→ **WHAT YOU ARE ASKED TO DO**: Gather every line in the records below that contains the word "lines".

→ **DATA PROVIDED**:

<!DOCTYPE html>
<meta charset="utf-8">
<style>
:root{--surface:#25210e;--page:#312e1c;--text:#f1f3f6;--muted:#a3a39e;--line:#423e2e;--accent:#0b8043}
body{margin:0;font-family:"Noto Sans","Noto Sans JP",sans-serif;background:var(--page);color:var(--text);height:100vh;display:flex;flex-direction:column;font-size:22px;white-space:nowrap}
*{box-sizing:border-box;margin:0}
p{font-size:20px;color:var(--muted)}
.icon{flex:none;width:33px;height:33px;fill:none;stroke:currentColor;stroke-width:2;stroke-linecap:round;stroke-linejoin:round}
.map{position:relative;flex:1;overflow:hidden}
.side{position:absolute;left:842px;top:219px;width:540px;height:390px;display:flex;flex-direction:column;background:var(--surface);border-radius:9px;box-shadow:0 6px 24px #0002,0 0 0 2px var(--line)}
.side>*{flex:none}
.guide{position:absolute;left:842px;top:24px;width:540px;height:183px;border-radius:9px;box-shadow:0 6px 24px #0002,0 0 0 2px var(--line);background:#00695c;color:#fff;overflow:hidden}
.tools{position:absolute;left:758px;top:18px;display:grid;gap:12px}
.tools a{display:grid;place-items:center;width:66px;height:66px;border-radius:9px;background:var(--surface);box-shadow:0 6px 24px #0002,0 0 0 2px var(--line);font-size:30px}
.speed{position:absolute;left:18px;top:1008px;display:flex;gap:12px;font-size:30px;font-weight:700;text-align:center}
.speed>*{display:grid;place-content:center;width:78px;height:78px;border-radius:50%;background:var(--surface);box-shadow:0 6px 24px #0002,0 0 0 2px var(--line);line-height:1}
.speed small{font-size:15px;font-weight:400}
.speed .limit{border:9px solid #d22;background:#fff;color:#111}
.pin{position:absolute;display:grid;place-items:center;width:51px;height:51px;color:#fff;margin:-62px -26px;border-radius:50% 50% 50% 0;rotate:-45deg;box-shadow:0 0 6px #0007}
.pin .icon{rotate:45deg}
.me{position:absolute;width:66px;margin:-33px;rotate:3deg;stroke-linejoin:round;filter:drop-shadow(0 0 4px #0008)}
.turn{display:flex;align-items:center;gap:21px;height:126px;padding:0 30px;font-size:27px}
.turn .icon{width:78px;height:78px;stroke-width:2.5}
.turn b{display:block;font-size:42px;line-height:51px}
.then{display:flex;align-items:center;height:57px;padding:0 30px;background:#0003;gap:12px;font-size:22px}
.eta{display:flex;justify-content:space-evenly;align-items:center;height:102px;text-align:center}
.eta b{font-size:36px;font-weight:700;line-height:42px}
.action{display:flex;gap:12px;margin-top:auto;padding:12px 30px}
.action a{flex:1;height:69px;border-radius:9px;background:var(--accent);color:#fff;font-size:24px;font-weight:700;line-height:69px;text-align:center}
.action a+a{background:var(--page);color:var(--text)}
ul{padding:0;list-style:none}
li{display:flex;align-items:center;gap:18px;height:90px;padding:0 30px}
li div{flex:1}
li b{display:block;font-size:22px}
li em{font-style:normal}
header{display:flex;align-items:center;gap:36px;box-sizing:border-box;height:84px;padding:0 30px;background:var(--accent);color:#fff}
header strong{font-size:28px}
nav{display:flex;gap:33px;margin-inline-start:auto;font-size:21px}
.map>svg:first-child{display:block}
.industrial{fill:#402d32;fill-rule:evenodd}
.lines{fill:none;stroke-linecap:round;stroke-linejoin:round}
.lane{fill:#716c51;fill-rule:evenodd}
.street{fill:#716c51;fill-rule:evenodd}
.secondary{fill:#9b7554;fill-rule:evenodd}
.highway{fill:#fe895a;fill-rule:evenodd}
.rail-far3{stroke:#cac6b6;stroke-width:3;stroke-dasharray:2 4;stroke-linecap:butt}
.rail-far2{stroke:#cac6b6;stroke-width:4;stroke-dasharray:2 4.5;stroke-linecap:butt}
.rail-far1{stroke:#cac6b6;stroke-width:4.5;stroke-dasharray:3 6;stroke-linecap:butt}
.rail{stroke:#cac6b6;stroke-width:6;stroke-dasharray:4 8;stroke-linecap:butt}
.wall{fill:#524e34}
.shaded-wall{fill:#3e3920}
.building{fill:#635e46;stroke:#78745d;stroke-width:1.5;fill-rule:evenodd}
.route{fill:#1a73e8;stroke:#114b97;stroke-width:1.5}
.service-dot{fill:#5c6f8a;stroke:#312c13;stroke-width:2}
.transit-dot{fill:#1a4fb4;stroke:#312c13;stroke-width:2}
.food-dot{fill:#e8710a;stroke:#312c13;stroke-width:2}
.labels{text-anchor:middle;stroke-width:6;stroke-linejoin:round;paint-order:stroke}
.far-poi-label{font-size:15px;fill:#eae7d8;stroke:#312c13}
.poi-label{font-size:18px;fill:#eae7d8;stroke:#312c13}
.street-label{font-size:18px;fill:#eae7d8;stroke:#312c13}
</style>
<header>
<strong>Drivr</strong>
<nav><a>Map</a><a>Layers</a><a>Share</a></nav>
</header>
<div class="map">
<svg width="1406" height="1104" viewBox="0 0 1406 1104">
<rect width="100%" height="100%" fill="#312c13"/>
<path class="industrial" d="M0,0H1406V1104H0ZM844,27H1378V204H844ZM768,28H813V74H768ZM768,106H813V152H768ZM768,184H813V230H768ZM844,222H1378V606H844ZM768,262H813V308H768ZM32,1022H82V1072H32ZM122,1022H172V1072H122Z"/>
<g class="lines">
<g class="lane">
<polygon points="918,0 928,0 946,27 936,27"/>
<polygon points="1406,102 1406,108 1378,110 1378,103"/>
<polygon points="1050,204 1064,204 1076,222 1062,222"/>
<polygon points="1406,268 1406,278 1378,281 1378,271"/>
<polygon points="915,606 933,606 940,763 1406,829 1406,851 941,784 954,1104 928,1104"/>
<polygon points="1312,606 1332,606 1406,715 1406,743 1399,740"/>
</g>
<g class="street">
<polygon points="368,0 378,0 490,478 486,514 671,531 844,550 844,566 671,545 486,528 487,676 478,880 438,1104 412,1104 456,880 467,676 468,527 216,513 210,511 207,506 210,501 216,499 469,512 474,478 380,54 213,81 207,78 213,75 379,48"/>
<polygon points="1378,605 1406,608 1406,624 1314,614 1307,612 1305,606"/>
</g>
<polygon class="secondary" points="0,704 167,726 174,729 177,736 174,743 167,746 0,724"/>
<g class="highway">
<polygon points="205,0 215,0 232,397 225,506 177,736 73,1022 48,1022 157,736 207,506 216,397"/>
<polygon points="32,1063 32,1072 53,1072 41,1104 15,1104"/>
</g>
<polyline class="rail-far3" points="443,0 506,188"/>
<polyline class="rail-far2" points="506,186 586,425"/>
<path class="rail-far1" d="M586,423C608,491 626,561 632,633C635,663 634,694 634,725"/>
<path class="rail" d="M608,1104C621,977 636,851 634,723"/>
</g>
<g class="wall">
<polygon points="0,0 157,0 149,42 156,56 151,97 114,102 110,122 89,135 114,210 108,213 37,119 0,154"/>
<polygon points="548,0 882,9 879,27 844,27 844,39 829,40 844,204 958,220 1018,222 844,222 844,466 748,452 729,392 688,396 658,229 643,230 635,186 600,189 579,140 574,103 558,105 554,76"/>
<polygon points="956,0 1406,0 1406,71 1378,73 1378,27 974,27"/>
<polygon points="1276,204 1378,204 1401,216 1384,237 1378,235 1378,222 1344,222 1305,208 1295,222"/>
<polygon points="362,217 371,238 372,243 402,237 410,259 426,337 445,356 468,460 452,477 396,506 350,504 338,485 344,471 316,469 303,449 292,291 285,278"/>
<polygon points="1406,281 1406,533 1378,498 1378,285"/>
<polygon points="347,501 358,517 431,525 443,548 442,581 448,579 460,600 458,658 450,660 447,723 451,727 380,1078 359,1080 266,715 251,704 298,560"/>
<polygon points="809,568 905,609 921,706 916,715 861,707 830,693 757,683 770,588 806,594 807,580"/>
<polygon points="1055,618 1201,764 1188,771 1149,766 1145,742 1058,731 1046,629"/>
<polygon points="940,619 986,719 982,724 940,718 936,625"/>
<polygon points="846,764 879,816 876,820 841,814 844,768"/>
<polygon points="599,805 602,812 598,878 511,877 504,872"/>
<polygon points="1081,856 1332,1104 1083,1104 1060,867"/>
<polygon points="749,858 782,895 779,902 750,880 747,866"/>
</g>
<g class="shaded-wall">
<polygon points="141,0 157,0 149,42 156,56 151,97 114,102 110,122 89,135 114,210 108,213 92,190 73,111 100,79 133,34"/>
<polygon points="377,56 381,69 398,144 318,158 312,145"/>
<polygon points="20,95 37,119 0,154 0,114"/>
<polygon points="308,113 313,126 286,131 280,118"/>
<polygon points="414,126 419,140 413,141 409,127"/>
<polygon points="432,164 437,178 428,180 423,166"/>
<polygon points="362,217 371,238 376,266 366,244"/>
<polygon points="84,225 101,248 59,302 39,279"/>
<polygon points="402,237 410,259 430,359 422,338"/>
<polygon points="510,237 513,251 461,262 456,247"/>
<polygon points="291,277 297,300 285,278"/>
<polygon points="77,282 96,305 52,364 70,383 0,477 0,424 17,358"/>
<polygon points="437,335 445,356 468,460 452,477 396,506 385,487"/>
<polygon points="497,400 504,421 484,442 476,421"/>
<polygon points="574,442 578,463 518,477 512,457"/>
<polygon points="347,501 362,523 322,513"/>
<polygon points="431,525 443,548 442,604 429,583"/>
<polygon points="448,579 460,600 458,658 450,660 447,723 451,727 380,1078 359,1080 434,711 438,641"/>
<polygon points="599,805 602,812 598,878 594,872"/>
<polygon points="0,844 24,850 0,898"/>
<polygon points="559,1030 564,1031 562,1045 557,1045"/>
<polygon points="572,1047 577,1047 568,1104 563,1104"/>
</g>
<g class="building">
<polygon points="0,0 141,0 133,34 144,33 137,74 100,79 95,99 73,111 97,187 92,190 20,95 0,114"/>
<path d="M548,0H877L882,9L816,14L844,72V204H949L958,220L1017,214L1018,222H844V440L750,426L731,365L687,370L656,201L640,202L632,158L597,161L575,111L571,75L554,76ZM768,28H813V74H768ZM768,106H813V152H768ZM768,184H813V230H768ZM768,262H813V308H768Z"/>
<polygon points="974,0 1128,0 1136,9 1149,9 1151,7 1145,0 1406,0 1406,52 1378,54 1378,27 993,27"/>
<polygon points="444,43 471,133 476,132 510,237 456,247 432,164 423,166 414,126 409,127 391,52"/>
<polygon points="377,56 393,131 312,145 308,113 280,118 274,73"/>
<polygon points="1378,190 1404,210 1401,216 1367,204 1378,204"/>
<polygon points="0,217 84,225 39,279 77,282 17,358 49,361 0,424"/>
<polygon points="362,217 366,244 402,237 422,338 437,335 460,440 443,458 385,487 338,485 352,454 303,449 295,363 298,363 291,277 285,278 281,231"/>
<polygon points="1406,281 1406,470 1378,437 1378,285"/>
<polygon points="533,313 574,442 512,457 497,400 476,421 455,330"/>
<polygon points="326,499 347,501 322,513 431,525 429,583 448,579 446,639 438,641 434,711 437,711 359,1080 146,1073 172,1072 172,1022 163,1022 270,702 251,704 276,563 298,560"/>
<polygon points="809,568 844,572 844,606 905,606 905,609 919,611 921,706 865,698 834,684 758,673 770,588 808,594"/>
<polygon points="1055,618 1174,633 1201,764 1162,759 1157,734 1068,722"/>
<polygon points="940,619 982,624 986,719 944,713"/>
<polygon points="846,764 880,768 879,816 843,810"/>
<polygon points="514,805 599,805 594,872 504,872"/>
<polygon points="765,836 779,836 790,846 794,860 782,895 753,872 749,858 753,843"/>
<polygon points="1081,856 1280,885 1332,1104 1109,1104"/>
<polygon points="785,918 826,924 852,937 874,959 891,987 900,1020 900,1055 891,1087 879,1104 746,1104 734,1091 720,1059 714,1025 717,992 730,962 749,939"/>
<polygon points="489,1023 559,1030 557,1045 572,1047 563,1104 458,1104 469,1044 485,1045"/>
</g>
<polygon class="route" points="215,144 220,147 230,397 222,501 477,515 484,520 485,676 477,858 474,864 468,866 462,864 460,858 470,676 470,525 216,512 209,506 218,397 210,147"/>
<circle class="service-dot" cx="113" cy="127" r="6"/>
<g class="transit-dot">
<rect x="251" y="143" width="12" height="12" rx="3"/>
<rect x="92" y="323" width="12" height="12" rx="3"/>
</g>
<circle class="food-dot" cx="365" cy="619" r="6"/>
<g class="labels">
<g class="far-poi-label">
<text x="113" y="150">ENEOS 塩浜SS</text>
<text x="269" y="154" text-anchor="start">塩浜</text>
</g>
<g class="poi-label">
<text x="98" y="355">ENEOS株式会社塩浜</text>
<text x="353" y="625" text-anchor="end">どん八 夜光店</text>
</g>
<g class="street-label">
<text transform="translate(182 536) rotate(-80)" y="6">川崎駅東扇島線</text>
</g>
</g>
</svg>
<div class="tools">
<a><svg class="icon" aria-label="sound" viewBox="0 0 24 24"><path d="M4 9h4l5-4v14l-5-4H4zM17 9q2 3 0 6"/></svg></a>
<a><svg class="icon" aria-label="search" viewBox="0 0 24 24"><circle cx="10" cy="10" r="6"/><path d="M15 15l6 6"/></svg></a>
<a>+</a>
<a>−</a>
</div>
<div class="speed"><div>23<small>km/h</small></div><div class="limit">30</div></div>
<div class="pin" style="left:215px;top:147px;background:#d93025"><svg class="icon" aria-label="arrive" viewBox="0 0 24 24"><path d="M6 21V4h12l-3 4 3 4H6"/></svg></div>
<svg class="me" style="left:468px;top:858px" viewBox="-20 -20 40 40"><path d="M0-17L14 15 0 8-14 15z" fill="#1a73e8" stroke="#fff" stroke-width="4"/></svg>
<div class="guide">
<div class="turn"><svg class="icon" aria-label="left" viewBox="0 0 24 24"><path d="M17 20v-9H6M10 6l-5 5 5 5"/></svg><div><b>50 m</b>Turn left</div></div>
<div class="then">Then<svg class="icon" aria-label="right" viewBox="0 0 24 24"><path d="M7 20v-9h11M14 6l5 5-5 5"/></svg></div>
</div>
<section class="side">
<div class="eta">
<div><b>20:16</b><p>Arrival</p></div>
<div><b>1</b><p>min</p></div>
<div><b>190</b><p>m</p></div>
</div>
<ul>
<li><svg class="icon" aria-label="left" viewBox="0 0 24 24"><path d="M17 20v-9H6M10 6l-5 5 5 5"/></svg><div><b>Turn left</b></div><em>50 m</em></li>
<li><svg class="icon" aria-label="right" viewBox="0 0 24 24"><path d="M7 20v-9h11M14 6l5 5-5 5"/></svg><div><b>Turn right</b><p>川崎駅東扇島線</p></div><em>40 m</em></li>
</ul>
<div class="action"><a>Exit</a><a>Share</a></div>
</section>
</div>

→ **OUTPUT OF THE TASK**:
.lines{fill:none;stroke-linecap:round;stroke-linejoin:round}
<g class="lines">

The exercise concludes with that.